Stored items:
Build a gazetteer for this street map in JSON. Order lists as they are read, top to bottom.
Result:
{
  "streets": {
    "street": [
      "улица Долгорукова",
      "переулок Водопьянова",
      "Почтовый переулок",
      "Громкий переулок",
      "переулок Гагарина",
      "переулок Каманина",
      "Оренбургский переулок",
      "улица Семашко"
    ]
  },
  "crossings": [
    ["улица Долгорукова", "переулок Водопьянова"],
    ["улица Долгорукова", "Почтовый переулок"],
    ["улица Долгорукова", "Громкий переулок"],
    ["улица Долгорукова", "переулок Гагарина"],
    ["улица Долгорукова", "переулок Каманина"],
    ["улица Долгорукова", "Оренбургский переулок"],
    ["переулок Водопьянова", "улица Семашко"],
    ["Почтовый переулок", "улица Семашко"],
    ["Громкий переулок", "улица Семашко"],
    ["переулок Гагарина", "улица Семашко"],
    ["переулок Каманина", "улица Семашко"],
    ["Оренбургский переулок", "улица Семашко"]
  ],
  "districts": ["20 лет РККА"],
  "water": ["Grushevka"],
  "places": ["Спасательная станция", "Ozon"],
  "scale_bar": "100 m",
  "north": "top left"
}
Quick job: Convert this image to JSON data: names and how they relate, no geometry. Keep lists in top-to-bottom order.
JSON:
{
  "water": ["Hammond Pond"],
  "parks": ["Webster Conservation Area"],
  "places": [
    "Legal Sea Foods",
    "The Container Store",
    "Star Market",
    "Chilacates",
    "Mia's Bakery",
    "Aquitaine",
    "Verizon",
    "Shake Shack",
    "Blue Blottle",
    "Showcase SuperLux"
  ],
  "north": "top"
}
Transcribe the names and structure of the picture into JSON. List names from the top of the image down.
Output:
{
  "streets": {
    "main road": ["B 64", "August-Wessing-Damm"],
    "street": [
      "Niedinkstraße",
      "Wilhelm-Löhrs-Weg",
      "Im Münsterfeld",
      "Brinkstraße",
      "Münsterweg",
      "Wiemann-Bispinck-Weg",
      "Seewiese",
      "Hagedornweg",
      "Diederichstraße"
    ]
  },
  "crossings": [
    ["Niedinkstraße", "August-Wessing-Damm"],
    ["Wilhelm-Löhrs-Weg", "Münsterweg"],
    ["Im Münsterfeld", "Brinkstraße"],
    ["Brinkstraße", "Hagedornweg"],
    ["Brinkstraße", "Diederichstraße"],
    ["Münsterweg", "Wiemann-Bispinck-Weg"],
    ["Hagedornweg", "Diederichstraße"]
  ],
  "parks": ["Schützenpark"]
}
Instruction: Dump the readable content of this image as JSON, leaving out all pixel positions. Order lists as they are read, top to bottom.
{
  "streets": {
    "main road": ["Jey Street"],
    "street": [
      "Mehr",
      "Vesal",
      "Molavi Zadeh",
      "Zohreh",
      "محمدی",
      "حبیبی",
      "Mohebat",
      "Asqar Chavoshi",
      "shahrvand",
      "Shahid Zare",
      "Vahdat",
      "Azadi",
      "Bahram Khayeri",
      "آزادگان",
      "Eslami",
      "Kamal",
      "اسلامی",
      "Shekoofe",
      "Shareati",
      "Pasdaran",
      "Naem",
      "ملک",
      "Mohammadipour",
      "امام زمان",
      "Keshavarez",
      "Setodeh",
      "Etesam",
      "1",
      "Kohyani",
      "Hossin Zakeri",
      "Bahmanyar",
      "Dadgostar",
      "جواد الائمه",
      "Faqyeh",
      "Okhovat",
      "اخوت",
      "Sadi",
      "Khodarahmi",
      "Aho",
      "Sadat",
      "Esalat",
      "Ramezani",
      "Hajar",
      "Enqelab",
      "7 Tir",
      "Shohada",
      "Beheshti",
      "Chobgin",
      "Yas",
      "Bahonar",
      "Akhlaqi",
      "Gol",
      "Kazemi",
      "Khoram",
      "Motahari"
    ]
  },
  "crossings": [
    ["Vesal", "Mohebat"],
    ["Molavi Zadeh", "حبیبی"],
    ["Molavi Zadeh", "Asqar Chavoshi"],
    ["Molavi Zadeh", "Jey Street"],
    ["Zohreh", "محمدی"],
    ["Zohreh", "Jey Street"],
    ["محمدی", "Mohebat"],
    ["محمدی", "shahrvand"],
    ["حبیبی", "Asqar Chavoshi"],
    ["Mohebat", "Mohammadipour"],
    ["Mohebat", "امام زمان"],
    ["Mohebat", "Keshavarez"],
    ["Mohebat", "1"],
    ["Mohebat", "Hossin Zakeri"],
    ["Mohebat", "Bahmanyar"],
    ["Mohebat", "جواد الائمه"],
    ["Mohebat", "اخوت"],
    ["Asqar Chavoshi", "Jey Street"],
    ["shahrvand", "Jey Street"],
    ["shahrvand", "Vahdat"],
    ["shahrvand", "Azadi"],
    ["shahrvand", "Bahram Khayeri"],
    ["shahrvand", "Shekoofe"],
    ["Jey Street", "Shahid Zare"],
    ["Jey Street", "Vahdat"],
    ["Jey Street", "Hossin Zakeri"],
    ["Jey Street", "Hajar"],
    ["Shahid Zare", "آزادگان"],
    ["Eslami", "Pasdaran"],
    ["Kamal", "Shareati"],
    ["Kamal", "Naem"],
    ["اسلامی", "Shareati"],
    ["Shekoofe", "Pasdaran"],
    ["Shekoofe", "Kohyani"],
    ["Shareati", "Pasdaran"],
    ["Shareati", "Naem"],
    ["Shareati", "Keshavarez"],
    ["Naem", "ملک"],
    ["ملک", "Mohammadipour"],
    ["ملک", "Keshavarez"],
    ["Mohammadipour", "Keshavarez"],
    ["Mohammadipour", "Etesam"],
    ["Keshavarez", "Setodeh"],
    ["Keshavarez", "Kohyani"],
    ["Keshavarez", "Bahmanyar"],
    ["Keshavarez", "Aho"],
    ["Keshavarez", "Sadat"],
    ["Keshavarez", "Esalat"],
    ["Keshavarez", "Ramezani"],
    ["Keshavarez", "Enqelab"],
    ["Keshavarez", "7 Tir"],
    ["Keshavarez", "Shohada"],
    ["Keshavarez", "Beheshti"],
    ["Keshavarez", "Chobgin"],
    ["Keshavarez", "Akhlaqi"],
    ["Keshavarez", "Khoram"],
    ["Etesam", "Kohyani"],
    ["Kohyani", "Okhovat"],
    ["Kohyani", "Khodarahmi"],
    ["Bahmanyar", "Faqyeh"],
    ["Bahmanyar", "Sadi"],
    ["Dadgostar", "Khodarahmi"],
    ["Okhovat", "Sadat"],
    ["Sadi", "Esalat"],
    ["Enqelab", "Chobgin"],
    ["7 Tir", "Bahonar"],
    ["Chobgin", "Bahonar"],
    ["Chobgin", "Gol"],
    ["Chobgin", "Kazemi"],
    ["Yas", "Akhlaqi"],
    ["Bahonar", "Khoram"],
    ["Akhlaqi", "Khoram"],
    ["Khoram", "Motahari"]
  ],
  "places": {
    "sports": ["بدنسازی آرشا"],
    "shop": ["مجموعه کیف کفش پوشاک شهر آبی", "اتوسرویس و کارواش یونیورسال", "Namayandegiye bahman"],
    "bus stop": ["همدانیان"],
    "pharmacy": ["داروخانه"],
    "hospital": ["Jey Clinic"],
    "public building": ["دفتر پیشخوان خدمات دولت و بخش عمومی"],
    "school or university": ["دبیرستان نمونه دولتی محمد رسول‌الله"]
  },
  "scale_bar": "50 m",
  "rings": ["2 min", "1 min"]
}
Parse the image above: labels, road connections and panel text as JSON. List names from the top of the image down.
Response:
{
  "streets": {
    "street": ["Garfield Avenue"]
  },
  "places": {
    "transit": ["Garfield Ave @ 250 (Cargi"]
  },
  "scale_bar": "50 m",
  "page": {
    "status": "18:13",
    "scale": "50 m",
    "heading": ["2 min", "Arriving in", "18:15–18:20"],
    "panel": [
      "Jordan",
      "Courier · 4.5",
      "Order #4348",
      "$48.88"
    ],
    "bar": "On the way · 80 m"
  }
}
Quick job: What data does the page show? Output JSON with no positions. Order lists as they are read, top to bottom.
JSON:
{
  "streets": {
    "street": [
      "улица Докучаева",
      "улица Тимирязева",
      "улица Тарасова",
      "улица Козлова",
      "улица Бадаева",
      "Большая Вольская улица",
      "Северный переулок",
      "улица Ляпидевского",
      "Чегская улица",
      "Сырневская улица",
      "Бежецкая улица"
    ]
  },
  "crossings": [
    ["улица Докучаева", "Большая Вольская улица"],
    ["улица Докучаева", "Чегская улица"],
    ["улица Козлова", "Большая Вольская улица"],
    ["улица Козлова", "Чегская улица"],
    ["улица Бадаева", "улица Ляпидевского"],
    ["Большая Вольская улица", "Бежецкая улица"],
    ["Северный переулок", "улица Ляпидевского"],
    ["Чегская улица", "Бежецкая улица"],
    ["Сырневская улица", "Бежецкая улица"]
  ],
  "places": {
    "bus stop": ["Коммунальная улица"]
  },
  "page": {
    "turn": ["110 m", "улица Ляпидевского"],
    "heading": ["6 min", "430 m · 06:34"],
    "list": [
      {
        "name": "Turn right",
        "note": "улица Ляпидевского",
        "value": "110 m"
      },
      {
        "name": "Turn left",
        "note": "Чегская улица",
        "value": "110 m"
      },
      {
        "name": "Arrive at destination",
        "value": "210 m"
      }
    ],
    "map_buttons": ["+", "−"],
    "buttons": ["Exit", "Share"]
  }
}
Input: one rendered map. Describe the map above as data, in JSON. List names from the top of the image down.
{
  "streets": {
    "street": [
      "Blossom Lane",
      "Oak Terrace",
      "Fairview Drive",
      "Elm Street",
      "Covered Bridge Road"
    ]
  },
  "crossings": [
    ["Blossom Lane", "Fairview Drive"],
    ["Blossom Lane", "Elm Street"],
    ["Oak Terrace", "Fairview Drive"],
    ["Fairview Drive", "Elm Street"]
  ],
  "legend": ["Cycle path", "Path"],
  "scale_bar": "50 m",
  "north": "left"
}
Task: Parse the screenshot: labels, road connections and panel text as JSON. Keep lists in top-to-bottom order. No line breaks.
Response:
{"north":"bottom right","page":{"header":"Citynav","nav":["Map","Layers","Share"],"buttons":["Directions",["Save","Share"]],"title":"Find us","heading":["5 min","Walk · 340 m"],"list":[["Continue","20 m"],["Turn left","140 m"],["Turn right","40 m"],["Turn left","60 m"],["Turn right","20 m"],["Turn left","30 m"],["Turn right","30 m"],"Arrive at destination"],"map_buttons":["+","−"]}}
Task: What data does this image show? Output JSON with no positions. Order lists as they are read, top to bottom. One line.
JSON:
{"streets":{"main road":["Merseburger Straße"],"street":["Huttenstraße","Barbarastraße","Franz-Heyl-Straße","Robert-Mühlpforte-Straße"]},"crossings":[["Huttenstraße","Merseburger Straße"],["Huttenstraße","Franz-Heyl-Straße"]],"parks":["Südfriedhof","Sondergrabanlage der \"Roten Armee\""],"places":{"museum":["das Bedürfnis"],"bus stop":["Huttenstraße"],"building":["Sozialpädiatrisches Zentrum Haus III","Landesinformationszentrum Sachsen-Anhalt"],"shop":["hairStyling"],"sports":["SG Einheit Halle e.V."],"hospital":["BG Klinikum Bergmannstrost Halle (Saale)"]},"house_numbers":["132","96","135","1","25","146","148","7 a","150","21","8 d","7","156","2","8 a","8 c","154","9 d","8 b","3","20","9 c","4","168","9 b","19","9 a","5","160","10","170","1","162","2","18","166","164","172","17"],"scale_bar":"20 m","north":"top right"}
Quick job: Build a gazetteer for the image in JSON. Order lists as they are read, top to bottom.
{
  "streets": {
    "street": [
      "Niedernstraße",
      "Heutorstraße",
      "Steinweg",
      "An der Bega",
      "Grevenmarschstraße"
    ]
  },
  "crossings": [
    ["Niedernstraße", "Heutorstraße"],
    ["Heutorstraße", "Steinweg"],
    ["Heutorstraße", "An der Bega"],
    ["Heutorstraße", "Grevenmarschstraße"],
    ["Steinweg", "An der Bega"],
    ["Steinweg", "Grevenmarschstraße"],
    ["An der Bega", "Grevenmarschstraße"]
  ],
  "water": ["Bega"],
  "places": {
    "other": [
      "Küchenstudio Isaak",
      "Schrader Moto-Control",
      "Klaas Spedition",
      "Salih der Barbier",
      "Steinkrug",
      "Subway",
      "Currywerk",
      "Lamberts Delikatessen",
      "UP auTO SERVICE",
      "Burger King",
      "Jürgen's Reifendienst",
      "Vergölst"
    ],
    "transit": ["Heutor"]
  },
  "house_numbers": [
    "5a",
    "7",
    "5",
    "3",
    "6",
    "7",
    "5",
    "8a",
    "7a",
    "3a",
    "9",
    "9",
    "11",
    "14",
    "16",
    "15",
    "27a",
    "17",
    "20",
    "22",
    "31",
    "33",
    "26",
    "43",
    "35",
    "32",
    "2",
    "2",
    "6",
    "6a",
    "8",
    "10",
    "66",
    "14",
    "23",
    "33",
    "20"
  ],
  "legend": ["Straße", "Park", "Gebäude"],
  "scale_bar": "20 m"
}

* [Task brief]: Copy all lines from the entries that contain the word "panel".

* [Response to the task]:
Parse the image above: labels, road connections and panel text as JSON. List names from the top of the image down.
    "panel": [
Task: Parse the screenshot: labels, road connections and panel text as JSON. Keep lists in top-to-bottom order. No line breaks.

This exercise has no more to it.